INFORMATION section start

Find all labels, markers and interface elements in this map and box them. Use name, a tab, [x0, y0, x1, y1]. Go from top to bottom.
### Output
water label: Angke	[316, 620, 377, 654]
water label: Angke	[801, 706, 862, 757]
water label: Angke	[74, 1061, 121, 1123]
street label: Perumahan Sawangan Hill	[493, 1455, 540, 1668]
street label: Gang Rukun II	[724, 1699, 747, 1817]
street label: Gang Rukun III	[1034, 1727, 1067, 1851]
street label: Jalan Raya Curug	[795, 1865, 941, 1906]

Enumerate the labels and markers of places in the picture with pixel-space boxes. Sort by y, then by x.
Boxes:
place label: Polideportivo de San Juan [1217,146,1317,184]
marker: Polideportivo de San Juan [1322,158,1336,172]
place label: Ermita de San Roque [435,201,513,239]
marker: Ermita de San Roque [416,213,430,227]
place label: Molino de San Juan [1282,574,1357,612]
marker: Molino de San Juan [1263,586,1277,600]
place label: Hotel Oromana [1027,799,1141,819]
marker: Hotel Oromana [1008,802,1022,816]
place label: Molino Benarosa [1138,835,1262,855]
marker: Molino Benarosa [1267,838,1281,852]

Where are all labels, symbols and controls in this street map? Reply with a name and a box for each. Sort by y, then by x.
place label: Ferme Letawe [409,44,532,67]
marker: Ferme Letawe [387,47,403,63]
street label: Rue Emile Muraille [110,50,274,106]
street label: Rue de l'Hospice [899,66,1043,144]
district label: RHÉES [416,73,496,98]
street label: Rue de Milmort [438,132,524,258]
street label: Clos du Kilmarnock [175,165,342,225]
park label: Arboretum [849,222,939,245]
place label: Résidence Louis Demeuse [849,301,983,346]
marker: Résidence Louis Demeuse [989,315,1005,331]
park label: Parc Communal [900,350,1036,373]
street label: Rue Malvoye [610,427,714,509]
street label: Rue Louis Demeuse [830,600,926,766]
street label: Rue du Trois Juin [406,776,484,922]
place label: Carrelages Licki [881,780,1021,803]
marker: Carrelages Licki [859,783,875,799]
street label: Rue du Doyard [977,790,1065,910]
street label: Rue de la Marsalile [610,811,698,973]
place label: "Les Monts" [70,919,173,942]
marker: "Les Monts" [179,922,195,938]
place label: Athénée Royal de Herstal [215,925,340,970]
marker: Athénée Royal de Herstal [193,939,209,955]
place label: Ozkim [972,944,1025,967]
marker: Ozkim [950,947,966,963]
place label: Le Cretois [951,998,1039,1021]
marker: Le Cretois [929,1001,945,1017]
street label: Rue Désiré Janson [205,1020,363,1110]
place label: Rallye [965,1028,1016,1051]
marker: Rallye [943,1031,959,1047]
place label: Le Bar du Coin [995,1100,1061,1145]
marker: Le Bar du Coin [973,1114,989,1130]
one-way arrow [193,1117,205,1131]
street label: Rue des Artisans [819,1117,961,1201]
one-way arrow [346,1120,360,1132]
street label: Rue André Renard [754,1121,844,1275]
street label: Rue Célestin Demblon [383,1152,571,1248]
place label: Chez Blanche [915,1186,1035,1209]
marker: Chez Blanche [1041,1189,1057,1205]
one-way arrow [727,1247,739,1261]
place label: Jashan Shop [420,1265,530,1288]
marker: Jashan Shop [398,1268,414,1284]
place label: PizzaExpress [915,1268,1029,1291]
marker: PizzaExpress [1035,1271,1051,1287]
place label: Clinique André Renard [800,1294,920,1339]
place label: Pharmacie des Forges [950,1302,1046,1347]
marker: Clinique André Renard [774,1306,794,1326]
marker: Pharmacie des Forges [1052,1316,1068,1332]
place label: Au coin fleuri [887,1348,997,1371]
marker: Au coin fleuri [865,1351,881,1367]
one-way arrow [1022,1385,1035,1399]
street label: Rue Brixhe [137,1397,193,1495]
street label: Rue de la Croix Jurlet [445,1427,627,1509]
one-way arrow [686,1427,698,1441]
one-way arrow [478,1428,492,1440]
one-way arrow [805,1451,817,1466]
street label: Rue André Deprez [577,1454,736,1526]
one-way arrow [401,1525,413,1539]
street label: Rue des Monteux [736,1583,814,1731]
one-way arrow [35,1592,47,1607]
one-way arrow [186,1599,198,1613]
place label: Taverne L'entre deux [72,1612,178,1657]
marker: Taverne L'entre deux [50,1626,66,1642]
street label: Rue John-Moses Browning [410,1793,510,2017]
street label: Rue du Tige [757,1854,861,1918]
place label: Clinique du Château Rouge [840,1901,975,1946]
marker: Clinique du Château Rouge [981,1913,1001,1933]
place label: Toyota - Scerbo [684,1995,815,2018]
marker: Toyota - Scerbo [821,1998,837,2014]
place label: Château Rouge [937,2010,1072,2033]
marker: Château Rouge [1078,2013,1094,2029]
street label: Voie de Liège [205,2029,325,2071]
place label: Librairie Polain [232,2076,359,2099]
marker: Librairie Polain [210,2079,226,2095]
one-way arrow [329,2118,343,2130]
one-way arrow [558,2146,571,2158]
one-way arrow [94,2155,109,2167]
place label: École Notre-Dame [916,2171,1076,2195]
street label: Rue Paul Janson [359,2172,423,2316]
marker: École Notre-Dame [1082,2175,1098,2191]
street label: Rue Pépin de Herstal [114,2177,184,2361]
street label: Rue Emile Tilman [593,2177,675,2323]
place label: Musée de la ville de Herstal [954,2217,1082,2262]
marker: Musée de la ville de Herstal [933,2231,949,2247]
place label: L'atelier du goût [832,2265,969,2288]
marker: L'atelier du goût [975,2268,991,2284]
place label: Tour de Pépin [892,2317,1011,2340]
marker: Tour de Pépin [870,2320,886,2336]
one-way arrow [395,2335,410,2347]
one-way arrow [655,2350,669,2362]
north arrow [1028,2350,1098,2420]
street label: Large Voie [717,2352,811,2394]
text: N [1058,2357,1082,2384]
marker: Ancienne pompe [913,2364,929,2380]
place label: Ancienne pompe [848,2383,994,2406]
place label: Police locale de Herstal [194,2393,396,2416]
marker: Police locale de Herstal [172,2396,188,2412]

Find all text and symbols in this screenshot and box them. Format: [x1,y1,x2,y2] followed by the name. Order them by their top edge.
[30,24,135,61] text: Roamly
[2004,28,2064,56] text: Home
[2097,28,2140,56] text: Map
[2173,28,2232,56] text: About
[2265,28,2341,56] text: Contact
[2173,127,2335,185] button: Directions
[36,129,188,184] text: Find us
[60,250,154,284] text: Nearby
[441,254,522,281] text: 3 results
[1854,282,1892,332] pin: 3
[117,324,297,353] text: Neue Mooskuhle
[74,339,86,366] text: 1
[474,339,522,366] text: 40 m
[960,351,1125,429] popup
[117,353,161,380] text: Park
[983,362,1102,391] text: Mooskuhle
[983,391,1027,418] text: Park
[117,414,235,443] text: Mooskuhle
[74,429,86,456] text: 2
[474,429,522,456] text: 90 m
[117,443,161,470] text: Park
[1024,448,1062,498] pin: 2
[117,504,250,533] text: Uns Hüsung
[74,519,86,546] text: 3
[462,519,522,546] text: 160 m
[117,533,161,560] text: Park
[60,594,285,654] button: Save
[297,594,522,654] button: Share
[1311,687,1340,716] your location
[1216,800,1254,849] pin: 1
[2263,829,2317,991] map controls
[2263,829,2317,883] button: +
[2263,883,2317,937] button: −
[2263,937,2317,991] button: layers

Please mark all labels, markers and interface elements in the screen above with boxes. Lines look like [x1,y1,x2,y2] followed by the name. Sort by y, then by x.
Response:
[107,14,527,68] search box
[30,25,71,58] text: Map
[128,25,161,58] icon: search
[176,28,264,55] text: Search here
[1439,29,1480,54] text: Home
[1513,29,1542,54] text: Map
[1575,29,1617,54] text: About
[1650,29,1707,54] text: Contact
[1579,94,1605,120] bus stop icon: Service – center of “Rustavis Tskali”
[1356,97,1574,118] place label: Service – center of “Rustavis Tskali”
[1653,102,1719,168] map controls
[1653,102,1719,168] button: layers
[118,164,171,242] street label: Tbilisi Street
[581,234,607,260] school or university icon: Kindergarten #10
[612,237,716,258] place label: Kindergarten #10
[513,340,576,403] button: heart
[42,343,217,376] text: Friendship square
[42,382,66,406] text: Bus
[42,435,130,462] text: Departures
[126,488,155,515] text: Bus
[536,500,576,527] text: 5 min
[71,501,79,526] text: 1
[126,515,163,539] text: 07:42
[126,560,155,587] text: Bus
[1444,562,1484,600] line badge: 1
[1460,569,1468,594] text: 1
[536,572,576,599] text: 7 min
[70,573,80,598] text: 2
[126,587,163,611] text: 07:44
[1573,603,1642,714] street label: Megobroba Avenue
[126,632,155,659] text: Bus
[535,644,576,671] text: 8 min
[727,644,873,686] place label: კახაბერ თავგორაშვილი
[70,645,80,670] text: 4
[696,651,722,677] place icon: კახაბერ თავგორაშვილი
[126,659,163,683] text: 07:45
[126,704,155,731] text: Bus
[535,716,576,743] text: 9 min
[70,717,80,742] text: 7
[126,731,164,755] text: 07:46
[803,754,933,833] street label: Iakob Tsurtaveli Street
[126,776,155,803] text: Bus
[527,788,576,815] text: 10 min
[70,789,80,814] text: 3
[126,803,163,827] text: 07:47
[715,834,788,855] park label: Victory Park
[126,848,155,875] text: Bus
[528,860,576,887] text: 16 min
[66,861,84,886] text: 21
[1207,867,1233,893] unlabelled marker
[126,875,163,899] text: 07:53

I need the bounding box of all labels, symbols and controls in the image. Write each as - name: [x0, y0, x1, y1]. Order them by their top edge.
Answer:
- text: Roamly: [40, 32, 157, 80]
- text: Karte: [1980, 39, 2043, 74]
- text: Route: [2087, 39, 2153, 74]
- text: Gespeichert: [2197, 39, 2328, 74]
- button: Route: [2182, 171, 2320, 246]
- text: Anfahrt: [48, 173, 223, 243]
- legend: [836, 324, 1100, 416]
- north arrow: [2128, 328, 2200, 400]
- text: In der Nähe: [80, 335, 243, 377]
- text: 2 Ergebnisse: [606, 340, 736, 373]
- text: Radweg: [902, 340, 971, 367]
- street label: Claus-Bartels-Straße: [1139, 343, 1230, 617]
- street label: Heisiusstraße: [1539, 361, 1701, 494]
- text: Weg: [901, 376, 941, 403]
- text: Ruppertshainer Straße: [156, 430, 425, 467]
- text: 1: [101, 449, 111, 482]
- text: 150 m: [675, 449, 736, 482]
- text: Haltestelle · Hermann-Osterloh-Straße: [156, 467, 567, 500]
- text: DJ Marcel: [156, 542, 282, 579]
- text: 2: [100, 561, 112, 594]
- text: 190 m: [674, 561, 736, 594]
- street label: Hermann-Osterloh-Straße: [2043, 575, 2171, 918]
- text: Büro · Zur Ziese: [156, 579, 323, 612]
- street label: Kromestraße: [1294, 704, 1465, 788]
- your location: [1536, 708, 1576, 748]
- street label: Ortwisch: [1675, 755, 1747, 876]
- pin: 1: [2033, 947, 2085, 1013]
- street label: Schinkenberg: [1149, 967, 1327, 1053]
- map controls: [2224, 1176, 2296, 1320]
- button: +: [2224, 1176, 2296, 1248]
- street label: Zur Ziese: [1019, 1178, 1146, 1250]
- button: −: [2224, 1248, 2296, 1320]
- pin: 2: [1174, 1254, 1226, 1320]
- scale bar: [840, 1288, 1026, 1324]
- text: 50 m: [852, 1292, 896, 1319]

INFORMATION section end

### [TASK INSTRUCTIONS]
Up to and including the last line of the data, copy each line exactly, starting with the line that contains "I need the bounding".

### [RESPONSE AREA]
I need the bounding box of all labels, symbols and controls in the image. Write each as - name: [x0, y0, x1, y1]. Order them by their top edge.
Answer:
- text: Roamly: [40, 32, 157, 80]
- text: Karte: [1980, 39, 2043, 74]
- text: Route: [2087, 39, 2153, 74]
- text: Gespeichert: [2197, 39, 2328, 74]
- button: Route: [2182, 171, 2320, 246]
- text: Anfahrt: [48, 173, 223, 243]
- legend: [836, 324, 1100, 416]
- north arrow: [2128, 328, 2200, 400]
- text: In der Nähe: [80, 335, 243, 377]
- text: 2 Ergebnisse: [606, 340, 736, 373]
- text: Radweg: [902, 340, 971, 367]
- street label: Claus-Bartels-Straße: [1139, 343, 1230, 617]
- street label: Heisiusstraße: [1539, 361, 1701, 494]
- text: Weg: [901, 376, 941, 403]
- text: Ruppertshainer Straße: [156, 430, 425, 467]
- text: 1: [101, 449, 111, 482]
- text: 150 m: [675, 449, 736, 482]
- text: Haltestelle · Hermann-Osterloh-Straße: [156, 467, 567, 500]
- text: DJ Marcel: [156, 542, 282, 579]
- text: 2: [100, 561, 112, 594]
- text: 190 m: [674, 561, 736, 594]
- street label: Hermann-Osterloh-Straße: [2043, 575, 2171, 918]
- text: Büro · Zur Ziese: [156, 579, 323, 612]
- street label: Kromestraße: [1294, 704, 1465, 788]
- your location: [1536, 708, 1576, 748]
- street label: Ortwisch: [1675, 755, 1747, 876]
- pin: 1: [2033, 947, 2085, 1013]
- street label: Schinkenberg: [1149, 967, 1327, 1053]
- map controls: [2224, 1176, 2296, 1320]
- button: +: [2224, 1176, 2296, 1248]
- street label: Zur Ziese: [1019, 1178, 1146, 1250]
- button: −: [2224, 1248, 2296, 1320]
- pin: 2: [1174, 1254, 1226, 1320]
- scale bar: [840, 1288, 1026, 1324]
- text: 50 m: [852, 1292, 896, 1319]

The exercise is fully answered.